P Anandan, Microsoft Research (Chair)

Speakers

Foreign Speakers

  • Henry S.Baird
    Computer Science & Engineering Dept Lehigh University Bethlehem, PA 18015 USA
    Title: Document Image Analysis and Digital Libraries

    Abstract

    The rapid growth of digital libraries (DLs) worldwide poses many new challenges for document image analysis (DIA) research and development. DLs promise to offer more people access to larger document collections, and at far greater speed, than physical libraries can. But DLs also tend, for many reasons, to serve poorly, or even to omit entirely, many types of non-digital human--legible media such as originally printed and handwritten documents. These documents, in their original physical (undigitized) form, are readily - if not always quickly - legible, searchable, and browseable, whereas in the form of images accessed through DLs they often lose many of their original advantages while of course lacking many advantages of symbolically encoded information. This talk explores these issues and illustrates them with brief case studies arising from his experience as a DIA researcher in collaboration with several DL projects in the US. Difficult open DIA technical problems in DL applications are identified in, e.g., the contrasting advantages of paper and digital displays, during image capture, early processing, recognition, analysis, presentation, and retrieval - and in personal and interactive applications.

    These support the conclusion that the international image understanding R&D community is urgently needed (because uniquely qualified) to provide new technology to help rescue from neglect - even, in many cases, eventual oblivion - the world's vast culturally irreplaceable legacy paper document collections.

  • Peter J. Burt
    Sr. Director, Vision Technologies, Sarnoff Corporation
    Title: Real Time, Real World, Distributed Vision

    Abstract

    The science and art of computer vision has matured over the past several years to the point that vision systems can guide robotic vehicles in real time through complex natural outdoor environments. Capabilities have been developed to analyze scene structure from on-board moving video cameras, maintain precision vehicle location and pose, and, not least, provide high performance, low latency vision processing within the vehicle control loop. I will describe contributions made at Sarnoff to these achievements. Current capabilities mimic a human?s ability to navigate using his own eyes for visual guidance. I will also describe our work leading to future capabilities in which robots can share the "eyes" of other robots to achieve "distributed vision" and iconic memory of the world they move through.

  • Ken Nakayama
    Vision Sciences Laboratory Department of Psychology Harvard University, USA.
    Title: Perception and recognition of faces , Human capacities of possible relevance for artificial systems.

    Abstract

    Faces are one of the most frequently looked at objects in our environment. Our eyes scan faces for myriad reasons, to assess identity, health, moods, intentions, imminent actions, to name a few. As such, it should not be surprising that face processing is a well developed function in the human brain with the likelihood of dedicated hardware. We take as a working hypothesis that the processing of faces is unique, that it is qualitatively different from the processing of other objects.

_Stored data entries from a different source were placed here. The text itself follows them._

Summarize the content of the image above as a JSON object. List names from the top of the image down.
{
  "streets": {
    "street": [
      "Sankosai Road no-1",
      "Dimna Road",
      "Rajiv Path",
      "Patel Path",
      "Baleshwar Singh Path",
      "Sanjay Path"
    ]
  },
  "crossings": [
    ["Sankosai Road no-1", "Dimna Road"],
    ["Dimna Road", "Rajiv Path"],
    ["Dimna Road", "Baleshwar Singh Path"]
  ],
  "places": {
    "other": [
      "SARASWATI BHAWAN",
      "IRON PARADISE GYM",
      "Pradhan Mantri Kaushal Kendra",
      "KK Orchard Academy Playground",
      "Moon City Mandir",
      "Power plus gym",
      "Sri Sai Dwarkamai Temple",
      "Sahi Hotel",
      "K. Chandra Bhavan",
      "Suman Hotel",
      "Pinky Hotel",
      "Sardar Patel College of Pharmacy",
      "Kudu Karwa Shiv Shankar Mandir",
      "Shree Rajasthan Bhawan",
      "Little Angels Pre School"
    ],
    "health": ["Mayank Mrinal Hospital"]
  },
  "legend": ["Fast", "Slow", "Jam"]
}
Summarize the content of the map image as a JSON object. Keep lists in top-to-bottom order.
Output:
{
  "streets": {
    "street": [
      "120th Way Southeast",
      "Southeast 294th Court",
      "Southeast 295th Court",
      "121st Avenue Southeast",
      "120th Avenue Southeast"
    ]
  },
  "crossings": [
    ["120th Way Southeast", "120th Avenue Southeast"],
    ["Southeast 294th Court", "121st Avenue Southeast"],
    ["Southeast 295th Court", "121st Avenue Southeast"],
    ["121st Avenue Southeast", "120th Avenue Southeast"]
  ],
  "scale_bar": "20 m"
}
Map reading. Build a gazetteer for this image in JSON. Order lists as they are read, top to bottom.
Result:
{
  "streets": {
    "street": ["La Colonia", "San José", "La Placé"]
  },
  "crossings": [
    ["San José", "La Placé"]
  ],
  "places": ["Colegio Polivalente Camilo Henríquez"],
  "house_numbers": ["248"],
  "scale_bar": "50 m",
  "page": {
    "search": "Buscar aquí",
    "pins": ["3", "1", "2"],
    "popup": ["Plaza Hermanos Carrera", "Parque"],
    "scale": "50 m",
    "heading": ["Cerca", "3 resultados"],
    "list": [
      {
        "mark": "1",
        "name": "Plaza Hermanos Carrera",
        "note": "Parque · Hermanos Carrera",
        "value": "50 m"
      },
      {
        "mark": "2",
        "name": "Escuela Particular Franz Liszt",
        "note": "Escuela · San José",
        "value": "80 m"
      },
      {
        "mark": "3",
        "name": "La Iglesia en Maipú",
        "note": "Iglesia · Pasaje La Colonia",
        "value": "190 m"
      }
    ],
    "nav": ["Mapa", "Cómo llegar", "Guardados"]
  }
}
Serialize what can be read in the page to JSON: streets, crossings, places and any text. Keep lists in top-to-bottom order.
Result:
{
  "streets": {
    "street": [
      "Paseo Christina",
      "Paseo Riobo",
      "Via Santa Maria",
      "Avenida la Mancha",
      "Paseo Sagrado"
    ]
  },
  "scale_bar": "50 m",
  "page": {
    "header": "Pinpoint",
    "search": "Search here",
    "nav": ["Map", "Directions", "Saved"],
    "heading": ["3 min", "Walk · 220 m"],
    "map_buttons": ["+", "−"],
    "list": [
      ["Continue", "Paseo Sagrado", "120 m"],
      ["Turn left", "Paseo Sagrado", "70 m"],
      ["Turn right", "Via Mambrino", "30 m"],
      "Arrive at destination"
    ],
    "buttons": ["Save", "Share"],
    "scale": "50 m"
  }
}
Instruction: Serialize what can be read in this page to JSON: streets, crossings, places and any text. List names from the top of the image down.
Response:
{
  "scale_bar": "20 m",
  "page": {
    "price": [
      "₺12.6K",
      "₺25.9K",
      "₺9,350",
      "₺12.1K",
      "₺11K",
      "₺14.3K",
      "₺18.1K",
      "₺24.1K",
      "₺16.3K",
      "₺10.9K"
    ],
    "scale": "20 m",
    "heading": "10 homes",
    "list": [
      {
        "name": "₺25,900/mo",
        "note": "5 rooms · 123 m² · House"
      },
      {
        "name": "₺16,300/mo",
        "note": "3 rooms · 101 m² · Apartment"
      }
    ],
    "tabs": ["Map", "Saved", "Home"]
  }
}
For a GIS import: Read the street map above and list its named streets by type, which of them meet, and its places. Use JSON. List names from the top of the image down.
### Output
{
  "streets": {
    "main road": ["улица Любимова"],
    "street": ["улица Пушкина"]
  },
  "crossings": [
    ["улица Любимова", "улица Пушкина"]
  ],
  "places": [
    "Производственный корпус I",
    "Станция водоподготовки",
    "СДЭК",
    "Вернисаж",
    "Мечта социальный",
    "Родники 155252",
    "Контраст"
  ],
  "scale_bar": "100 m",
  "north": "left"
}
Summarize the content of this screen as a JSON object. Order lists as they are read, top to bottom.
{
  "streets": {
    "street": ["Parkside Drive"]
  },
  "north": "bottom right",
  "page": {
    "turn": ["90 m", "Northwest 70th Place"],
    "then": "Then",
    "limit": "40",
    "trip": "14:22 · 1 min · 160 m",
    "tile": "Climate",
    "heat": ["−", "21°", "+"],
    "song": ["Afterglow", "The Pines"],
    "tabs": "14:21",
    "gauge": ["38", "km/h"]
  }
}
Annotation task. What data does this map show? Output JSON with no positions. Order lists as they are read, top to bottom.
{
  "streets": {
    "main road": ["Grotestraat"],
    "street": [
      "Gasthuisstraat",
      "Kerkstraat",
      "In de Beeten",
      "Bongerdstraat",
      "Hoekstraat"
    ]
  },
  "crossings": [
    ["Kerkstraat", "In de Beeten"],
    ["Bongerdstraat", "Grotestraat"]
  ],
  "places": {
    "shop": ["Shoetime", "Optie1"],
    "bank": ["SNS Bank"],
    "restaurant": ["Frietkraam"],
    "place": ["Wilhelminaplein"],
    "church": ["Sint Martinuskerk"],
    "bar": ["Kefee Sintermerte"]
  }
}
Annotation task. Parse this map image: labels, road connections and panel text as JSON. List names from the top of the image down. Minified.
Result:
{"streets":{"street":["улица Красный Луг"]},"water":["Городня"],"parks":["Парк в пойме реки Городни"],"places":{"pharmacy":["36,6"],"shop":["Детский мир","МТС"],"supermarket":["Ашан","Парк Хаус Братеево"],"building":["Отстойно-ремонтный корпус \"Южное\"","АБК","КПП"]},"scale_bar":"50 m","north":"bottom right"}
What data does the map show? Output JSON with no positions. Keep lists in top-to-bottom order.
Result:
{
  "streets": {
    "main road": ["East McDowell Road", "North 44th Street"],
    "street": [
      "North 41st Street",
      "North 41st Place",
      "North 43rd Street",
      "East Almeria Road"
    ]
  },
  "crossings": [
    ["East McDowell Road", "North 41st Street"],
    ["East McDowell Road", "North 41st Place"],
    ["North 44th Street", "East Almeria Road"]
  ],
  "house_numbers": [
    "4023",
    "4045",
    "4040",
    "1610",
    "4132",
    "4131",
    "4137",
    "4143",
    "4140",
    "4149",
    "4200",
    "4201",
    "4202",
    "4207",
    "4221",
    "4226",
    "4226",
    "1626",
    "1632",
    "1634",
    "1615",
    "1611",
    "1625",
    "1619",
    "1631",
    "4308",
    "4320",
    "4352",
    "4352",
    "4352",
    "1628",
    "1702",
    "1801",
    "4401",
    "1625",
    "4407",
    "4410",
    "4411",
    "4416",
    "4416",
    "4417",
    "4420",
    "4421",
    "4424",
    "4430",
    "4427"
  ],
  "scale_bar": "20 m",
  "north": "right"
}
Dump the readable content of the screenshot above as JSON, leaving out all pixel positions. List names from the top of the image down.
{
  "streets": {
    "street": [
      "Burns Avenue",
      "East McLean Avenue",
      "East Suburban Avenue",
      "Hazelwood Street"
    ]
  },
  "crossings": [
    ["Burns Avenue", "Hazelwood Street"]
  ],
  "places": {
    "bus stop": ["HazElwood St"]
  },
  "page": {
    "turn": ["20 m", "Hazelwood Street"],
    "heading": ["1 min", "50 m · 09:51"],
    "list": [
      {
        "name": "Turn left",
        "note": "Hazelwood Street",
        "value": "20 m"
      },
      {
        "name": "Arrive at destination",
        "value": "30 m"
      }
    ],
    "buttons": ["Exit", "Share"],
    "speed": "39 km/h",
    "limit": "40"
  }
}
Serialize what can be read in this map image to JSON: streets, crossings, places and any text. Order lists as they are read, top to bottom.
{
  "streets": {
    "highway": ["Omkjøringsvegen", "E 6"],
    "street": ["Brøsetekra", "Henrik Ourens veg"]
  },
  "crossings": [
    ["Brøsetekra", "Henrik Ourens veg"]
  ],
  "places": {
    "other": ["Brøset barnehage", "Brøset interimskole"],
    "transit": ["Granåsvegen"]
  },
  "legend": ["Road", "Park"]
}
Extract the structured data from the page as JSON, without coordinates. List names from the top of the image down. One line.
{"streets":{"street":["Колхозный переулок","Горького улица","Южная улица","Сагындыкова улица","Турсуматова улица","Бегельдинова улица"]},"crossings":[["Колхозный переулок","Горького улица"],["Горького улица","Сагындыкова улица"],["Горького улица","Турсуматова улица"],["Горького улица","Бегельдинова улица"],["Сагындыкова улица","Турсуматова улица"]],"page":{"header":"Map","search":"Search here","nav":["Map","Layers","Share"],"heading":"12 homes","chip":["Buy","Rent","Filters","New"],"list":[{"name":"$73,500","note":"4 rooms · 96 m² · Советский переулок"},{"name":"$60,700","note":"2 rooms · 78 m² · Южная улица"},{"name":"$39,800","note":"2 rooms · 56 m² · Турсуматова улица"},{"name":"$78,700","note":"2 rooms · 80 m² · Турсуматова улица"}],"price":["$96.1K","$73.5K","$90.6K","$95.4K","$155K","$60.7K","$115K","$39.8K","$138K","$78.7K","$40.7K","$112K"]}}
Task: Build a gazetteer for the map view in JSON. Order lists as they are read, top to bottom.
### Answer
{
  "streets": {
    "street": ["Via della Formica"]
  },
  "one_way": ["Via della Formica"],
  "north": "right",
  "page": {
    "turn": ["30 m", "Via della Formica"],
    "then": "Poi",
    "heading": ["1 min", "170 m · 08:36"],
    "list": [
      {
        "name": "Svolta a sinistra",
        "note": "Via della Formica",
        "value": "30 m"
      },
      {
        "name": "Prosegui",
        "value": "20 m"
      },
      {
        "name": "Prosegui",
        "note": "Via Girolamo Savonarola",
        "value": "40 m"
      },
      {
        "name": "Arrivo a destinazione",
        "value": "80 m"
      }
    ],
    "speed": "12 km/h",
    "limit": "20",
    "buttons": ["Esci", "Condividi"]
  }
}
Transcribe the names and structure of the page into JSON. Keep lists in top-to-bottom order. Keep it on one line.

    We have examined this idea using a variety of methods, including fMRI, magnetoencephalography as well testing visual capacities using psychological and psychophysical methods. We have concentrated on two different groups, normal observers and those suffering from prosopagnosia. This latter group is of great interest because of their selective deficiency in face recognition. We document this by showing that these individuals are very poor at remembering faces but that they can recognize other objects normally. A fraction of these individuals show abnormal neural responses to faces.

    We also show that in normal observers, the human face recognition system is selectively sensitive to small facial features, approximately on a scale of 0.5 centimeters on the face, that the processing of upright faces is holistic whereas upside down faces and all other objects are encoded in a piecemeal fashion. These findings reinforce the idea that the recognition of faces is qualitatively different from that of objects.

    We also show that face recognition is not easily degraded by affine image transformations, suggesting that for purposes of recognition, faces can be regarded as flat two dimensional objects.

  • Brian Curless
    Department of Computer Science & Engineering University of Washington, Washington 98195-2350
    Title: The Space of Human Shapes

    Abstract

    The human form has been the dominant subject of painters and sculptors for millennia. It is the shape we are most attuned to, the one most important to recognize and to build our environments around. Modeling this shape and the way it moves has been a grand challenge in computer science. This task is one of the main components of the graphics Turing test: can a machine fool an observer into thinking the synthetic projection of a moving, talking person is real.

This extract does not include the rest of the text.